If you know someone who works professionally in the communications field--either in marketing or journalism--ask him or her to look over your draft press release and comment. Revisions are important, so give yourself enough time to go through three or four drafts before you have a final product.

Press releases are best conceived when they have a time-sensitive and newsworthy element to announce: A new launch, an event, a breakthrough in your field, a new key employee, an acquisition or merger, greater distribution of a product, expansion of services, etc. But if you just have a "concept" pitch, you can still construct an interesting release, especially if your product or service is truly special in some specific way.

Try to state the significance of your products in 25 words or less. Answer the five "Ws"--who, what, when, where and why.
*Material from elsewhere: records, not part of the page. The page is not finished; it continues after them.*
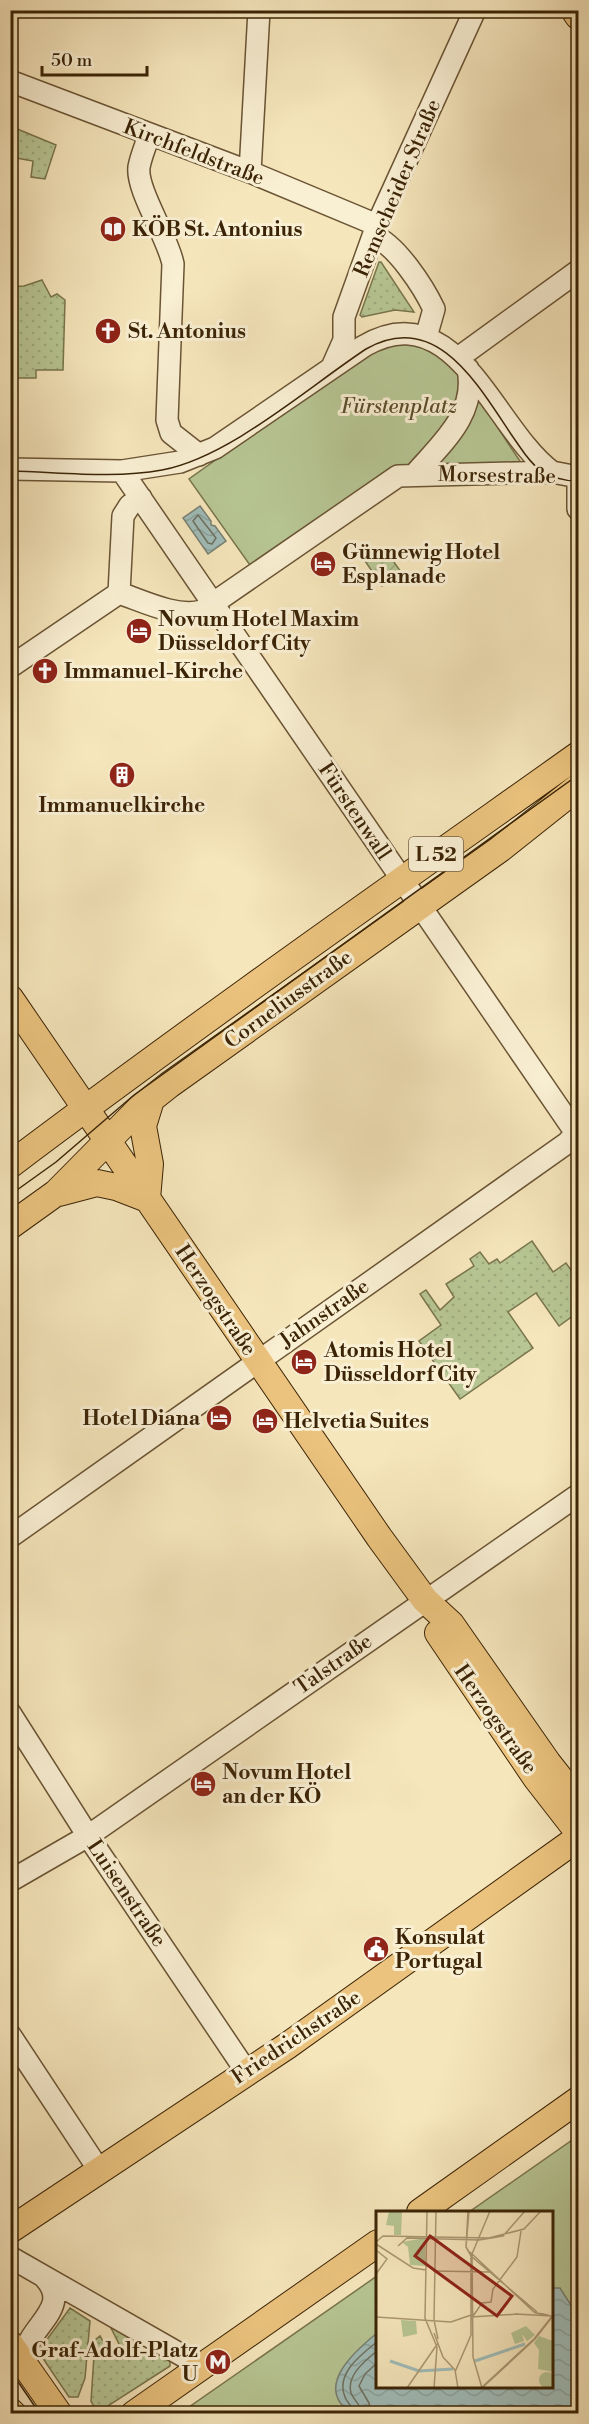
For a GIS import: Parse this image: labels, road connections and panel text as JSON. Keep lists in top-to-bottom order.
{
  "streets": {
    "main road": [
      "L 52",
      "Corneliusstraße",
      "Herzogstraße",
      "Friedrichstraße"
    ],
    "street": [
      "Kirchfeldstraße",
      "Remscheider Straße",
      "Morsestraße",
      "Fürstenwall",
      "Jahnstraße",
      "Talstraße",
      "Luisenstraße"
    ]
  },
  "crossings": [
    ["Kirchfeldstraße", "Remscheider Straße"],
    ["Fürstenwall", "Corneliusstraße"],
    ["Fürstenwall", "Jahnstraße"],
    ["Corneliusstraße", "Herzogstraße"],
    ["Herzogstraße", "Jahnstraße"],
    ["Herzogstraße", "Talstraße"],
    ["Talstraße", "Luisenstraße"],
    ["Luisenstraße", "Friedrichstraße"]
  ],
  "parks": ["Fürstenplatz"],
  "places": {
    "library": ["KÖB St. Antonius"],
    "church": ["St. Antonius", "Immanuel-Kirche"],
    "hotel": [
      "Günnewig Hotel Esplanade",
      "Novum Hotel Maxim Düsseldorf City",
      "Atomis Hotel Düsseldorf City",
      "Hotel Diana",
      "Helvetia Suites",
      "Novum Hotel an der KÖ"
    ],
    "building": ["Immanuelkirche"],
    "public building": ["Konsulat Portugal"],
    "metro station": ["Graf-Adolf-Platz U"]
  },
  "scale_bar": "50 m"
}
Don't forget to include a contact person, with a telephone number and e-mail address, who will be immediately accessible to the media.

Another tip: Take the term "newsworthy" very literally. Is the content of your release something new? Is it "worthy," i.e. is it worth the time for an editor to review and consider or select for his or her readership? Putting a title on your release takes careful thought. Be clear and succinct but try to make an exciting, compelling reason for the journalist or producer to read on. Editors and producers are inundated with releases on a daily basis. Don't use hackneyed expressions such as "unique" and "empowering."

I am a great proponent of the business owner writing his or her own press materials. It requires some skill, but it is nothing that cannot be learned with some time and perseverance. Give yourself a two-month period in which to get feature-style media coverage and remember that most monthly magazines have a three-month lead time for their stories.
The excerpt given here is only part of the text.